Predictably, however, the young prince had already found ways to relieve his frustration. Shortly before his wedding, at a military camp in Ireland, he met one Nellie Clifden, “a lady of easy virtue,” as Ridley puts it, using an appropriately Victorian euphemism. The meetings are recorded in Bertie’s diary, where the initials “N.C.” appear by a series of dates, in what became a lifelong habit — adultery recorded as appointments. To his parents, Bertie’s “fall” was a catastrophe, compounded by the fatal fever that flared in Albert after a long walk in cold rain remonstrating with Bertie. The queen never recovered from her husband’s death from typhoid at the age of just 42 and never forgave Bertie for his role in it.
Freed from his father’s control and barely restrained by his marriage, Bertie came of age in the 1860s, “a decade of sexual liberation,” and embraced exactly the milieu his parents feared: “the shooting, hunting, gambling swells whom Prince Albert had so deplored.” It’s hard to cheer for this escape into purposeless luxury, in which the son’s great blow against his mother’s authority is to take up smoking. The members of the prince’s ever-shifting inner circle are social climbers, gossips, hypocrites and sybarites. He spends his time at country-house parties where adulterous “corridor creeping” is a sport as central as shooting or hunting, and more than one of his friends goes bankrupt entertaining the prince and his gargantuan appetite. Although unusually for his time he is not anti-Semitic, this would be a more admirable trait if his generosity seemed to extend beyond Rothschilds. The best anyone seems to be able to muster of Bertie is that he’s good-natured, as long as he’s not bored and is getting his way.
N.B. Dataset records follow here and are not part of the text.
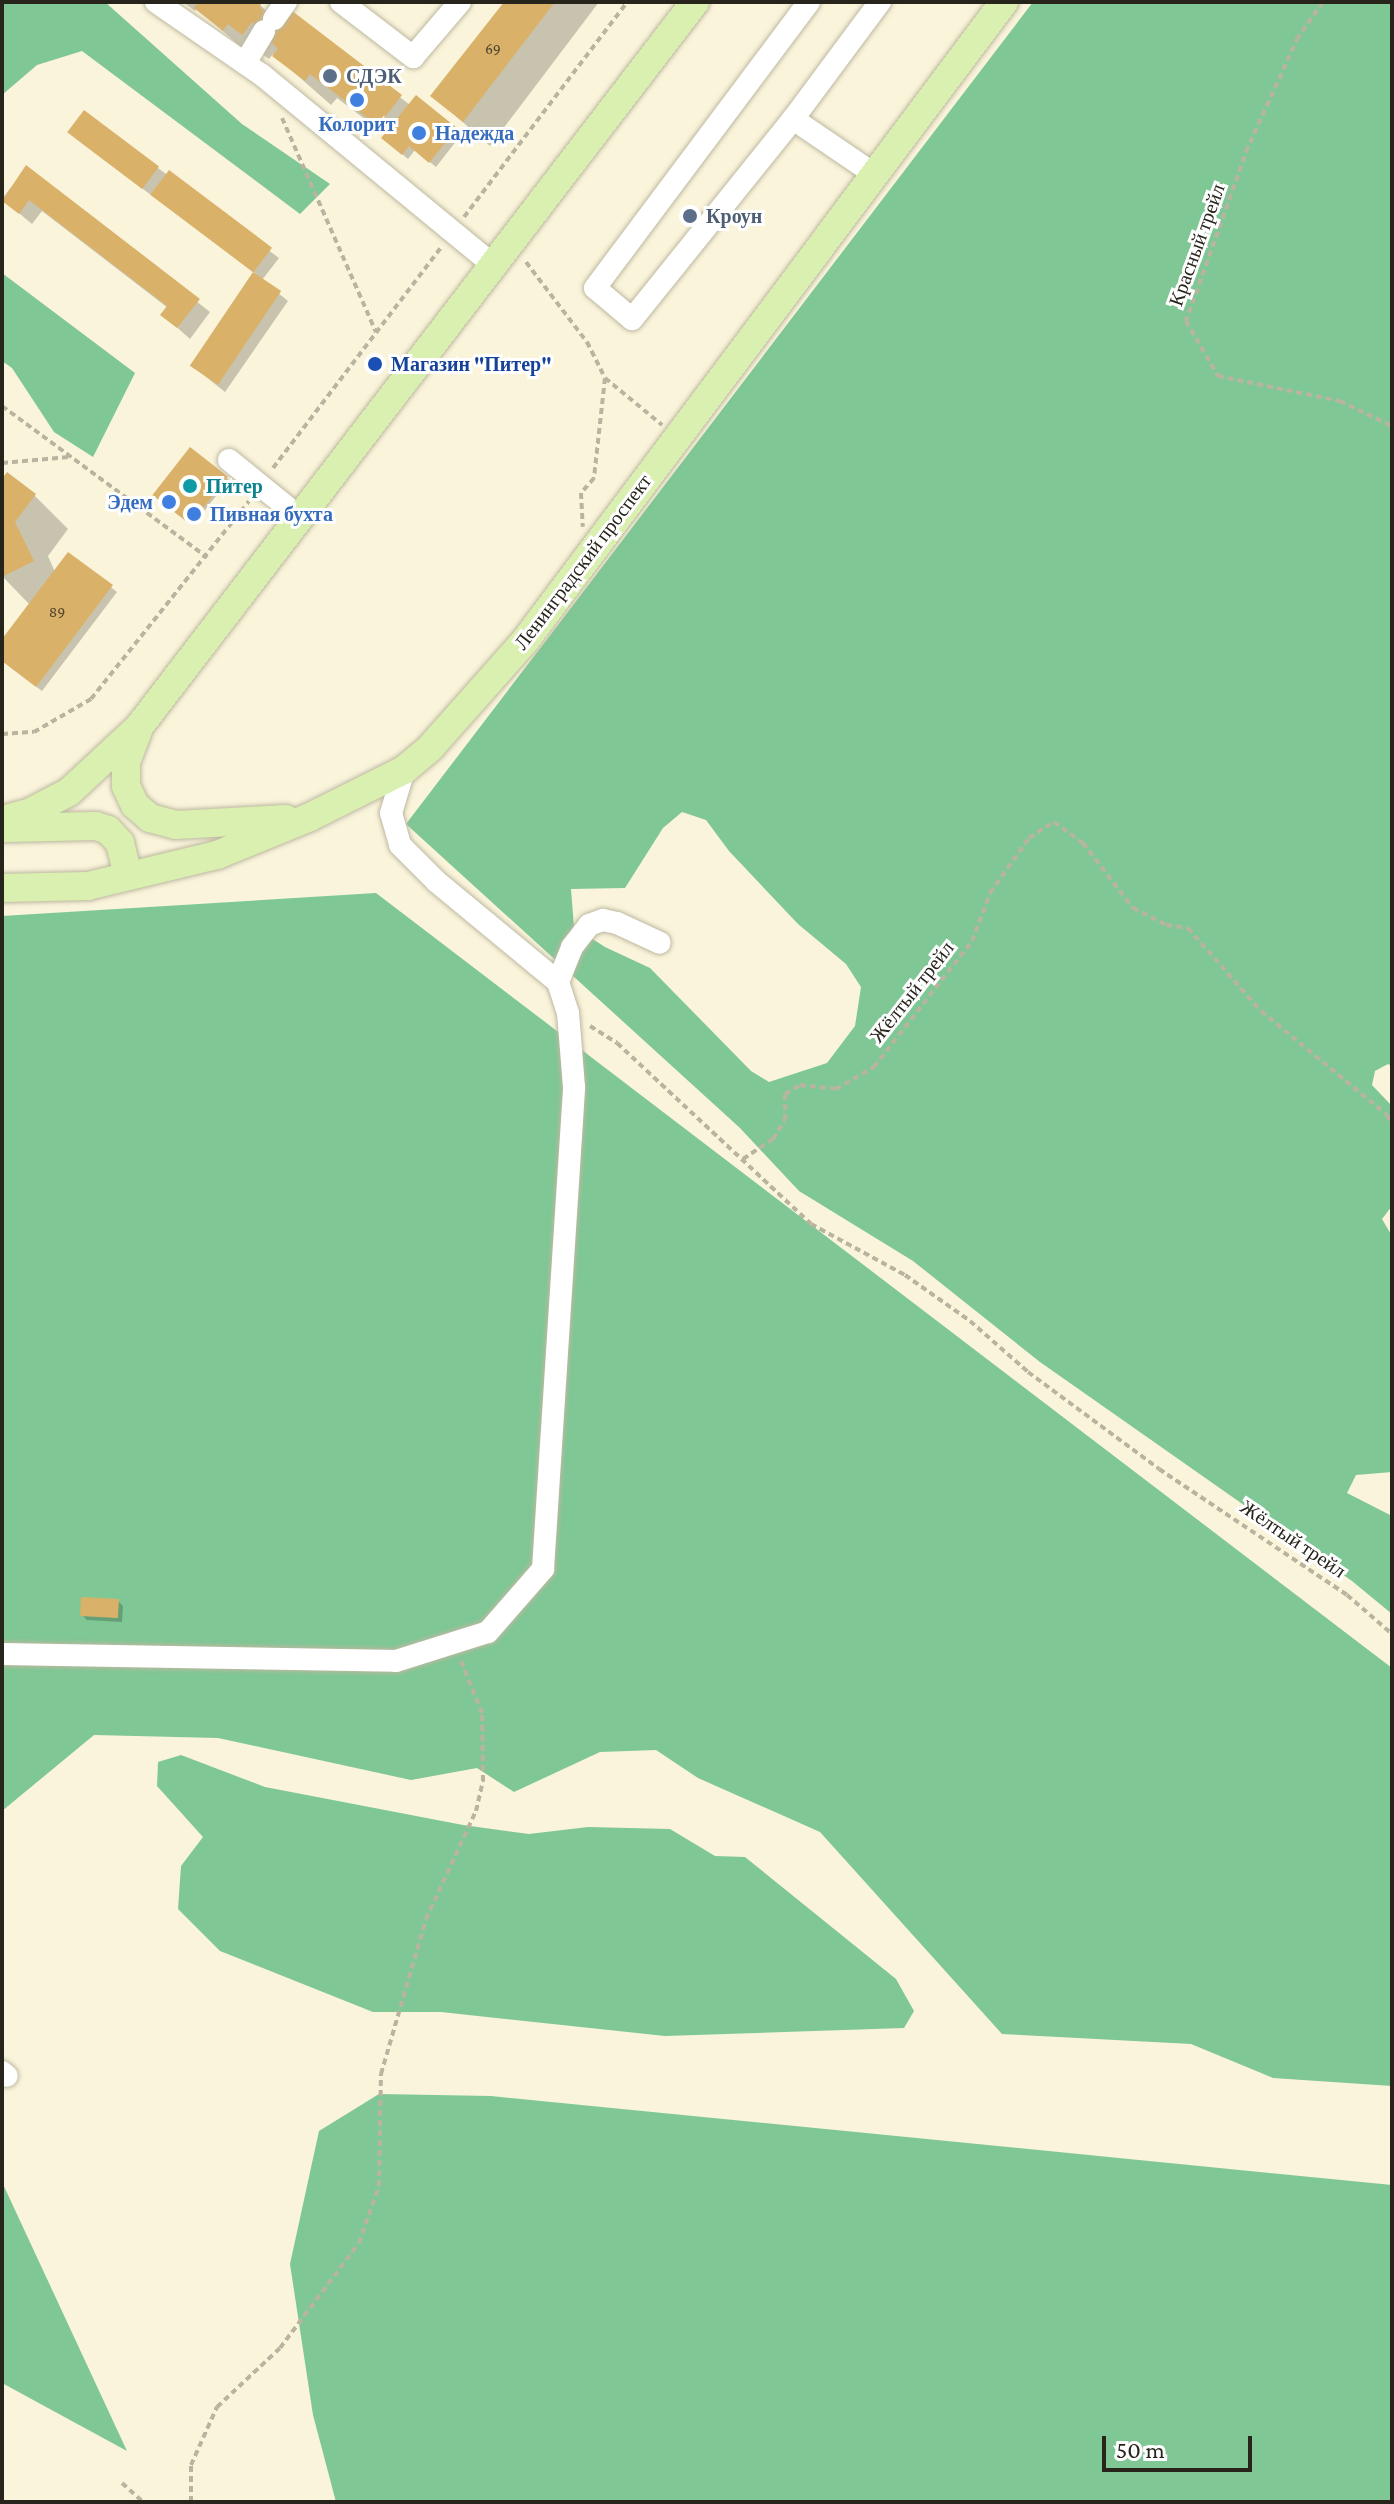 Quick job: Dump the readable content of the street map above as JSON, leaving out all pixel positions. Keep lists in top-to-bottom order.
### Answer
{
  "streets": {
    "main road": ["Ленинградский проспект"],
    "path": ["Красный трейл", "Жёлтый трейл"]
  },
  "places": [
    "СДЭК",
    "Колорит",
    "Надежда",
    "Кроун",
    "Магазин \"Питер\"",
    "Питер",
    "Эдем",
    "Пивная бухта"
  ],
  "house_numbers": ["69", "89"],
  "scale_bar": "50 m"
} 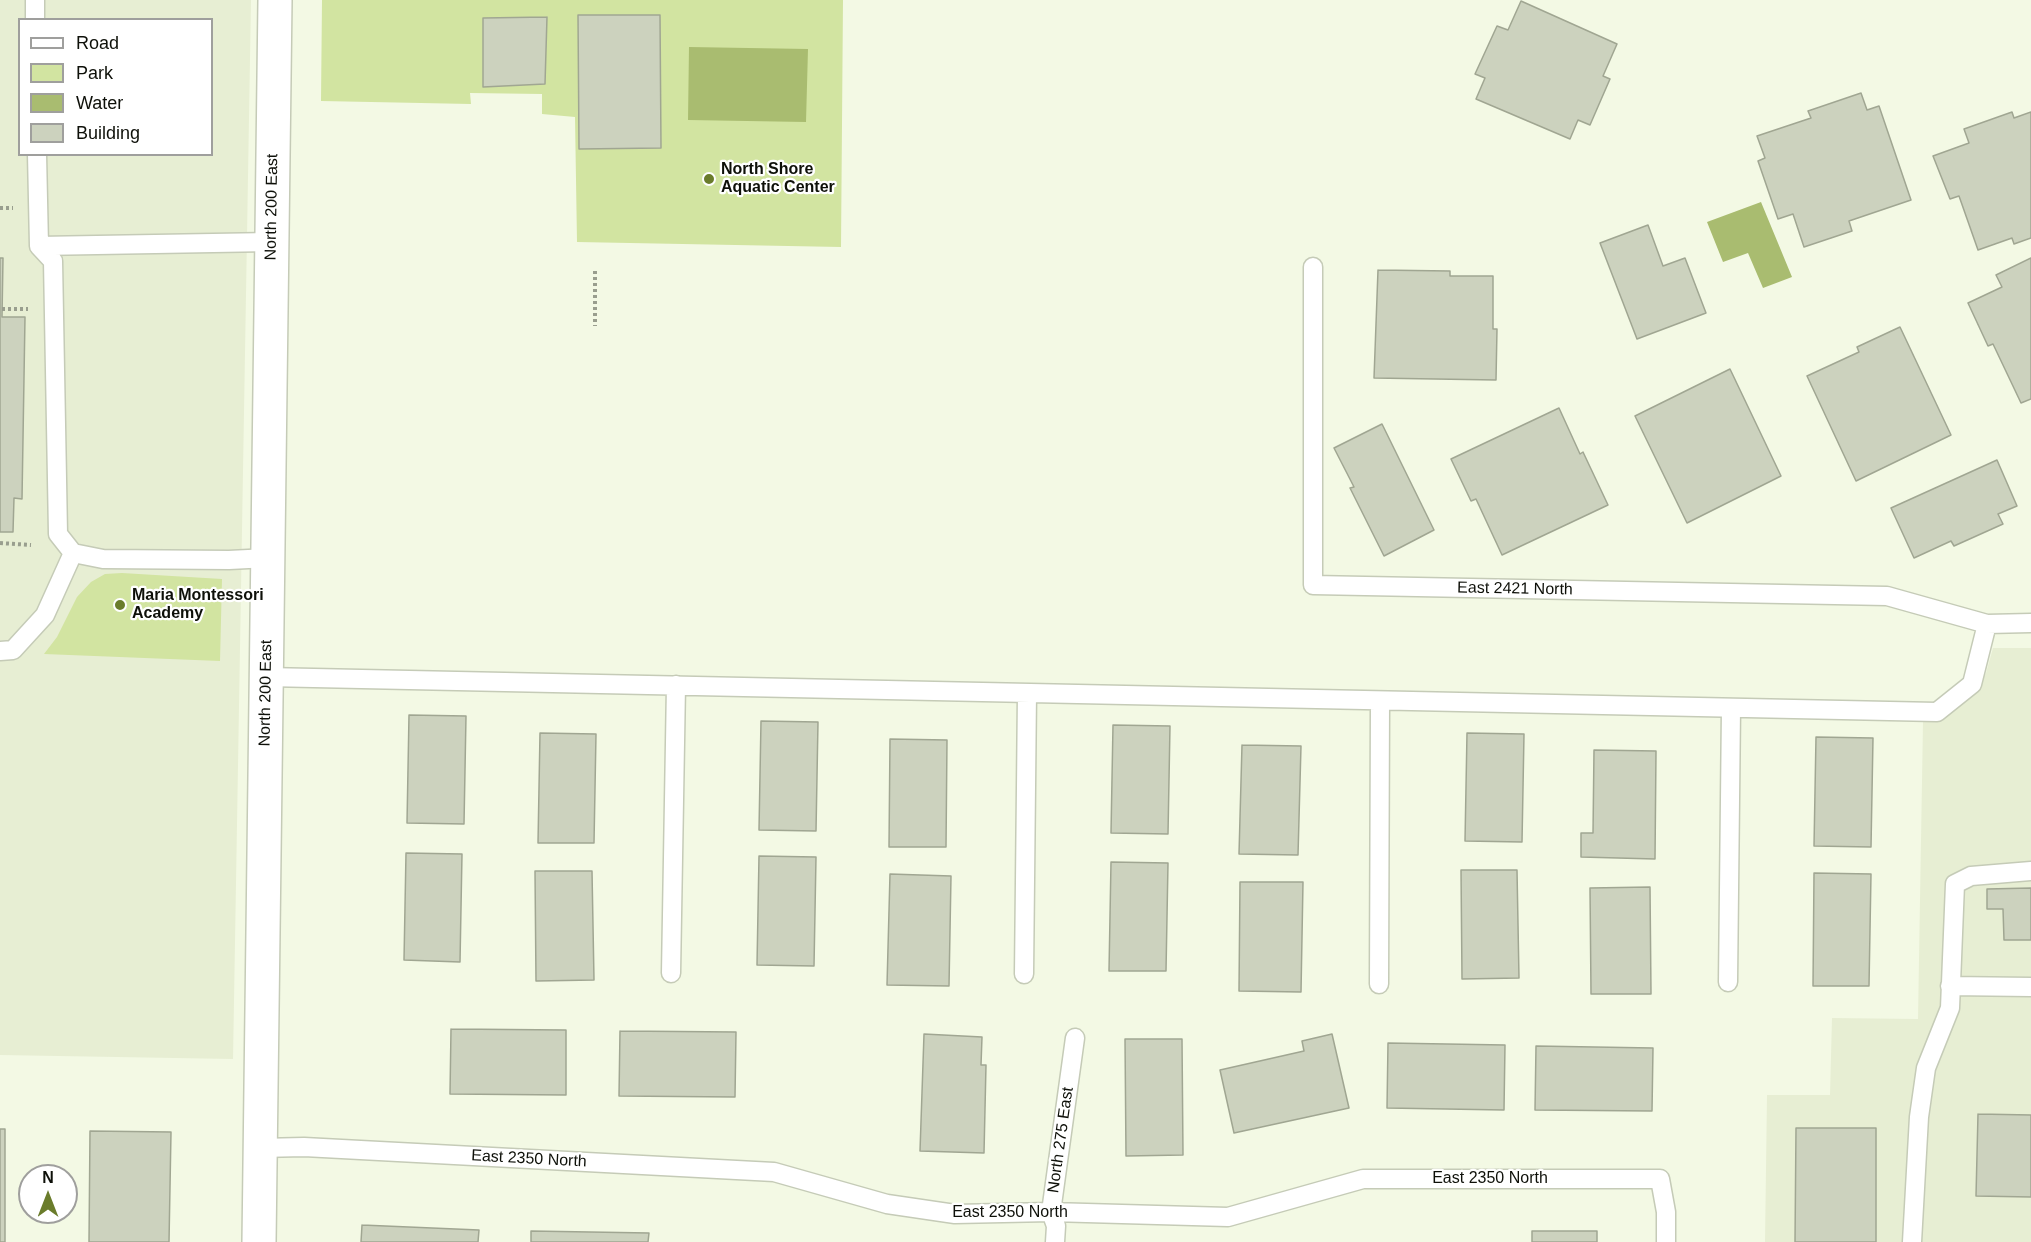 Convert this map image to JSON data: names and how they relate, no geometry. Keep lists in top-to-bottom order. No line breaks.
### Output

Despite the inherent fascination of his vanished world, the prince himself hardly makes for edifying company.
The biography began as a study of the women in Bertie’s life: Victoria, Alix and his many mistresses — who included Winston Churchill’s mother, Jennie; Daisy, Countess of Warwick; the actress Lillie Langtry; and Susan Vane-Tempest, who had the dubious distinction of being the only mistress whose pregnancy could be “credited with certainty” to the prince, although no one knows what became of their child. But when Ridley was unexpectedly given full access to the king’s archive, the project grew, along with her sympathy for her subject. It’s a shame that the women shrink as Bertie expands, however: Their stories become tantalizingly condensed, and the cost to individual women of the prince’s “admiration” is barely felt. For all the language of destruction — scandals that “tore apart the Marlborough House set” or “almost derailed Bertie’s life” — we know from the start that the prince will never pay.
Ridley is a thorough and scrupulous biographer who refuses to speculate beyond the evidence, much of which was equally scrupulously destroyed. The result is a cautious book in which the subject is ultimately damned by his biographer’s faint criticism. When Bertie coldly cuts an upstart courtier, he is mildly rebuked for pulling rank — “perhaps the least attractive of royal characteristics.” But the prince has nothing but rank — no power, no job, no responsibility — and, “for all his affability,” he never forgets it. It would take a far more glittering legacy to obscure that fact.
Joanna Scutts is a freelance writer and adjunct professor at New York University’s Gallatin School.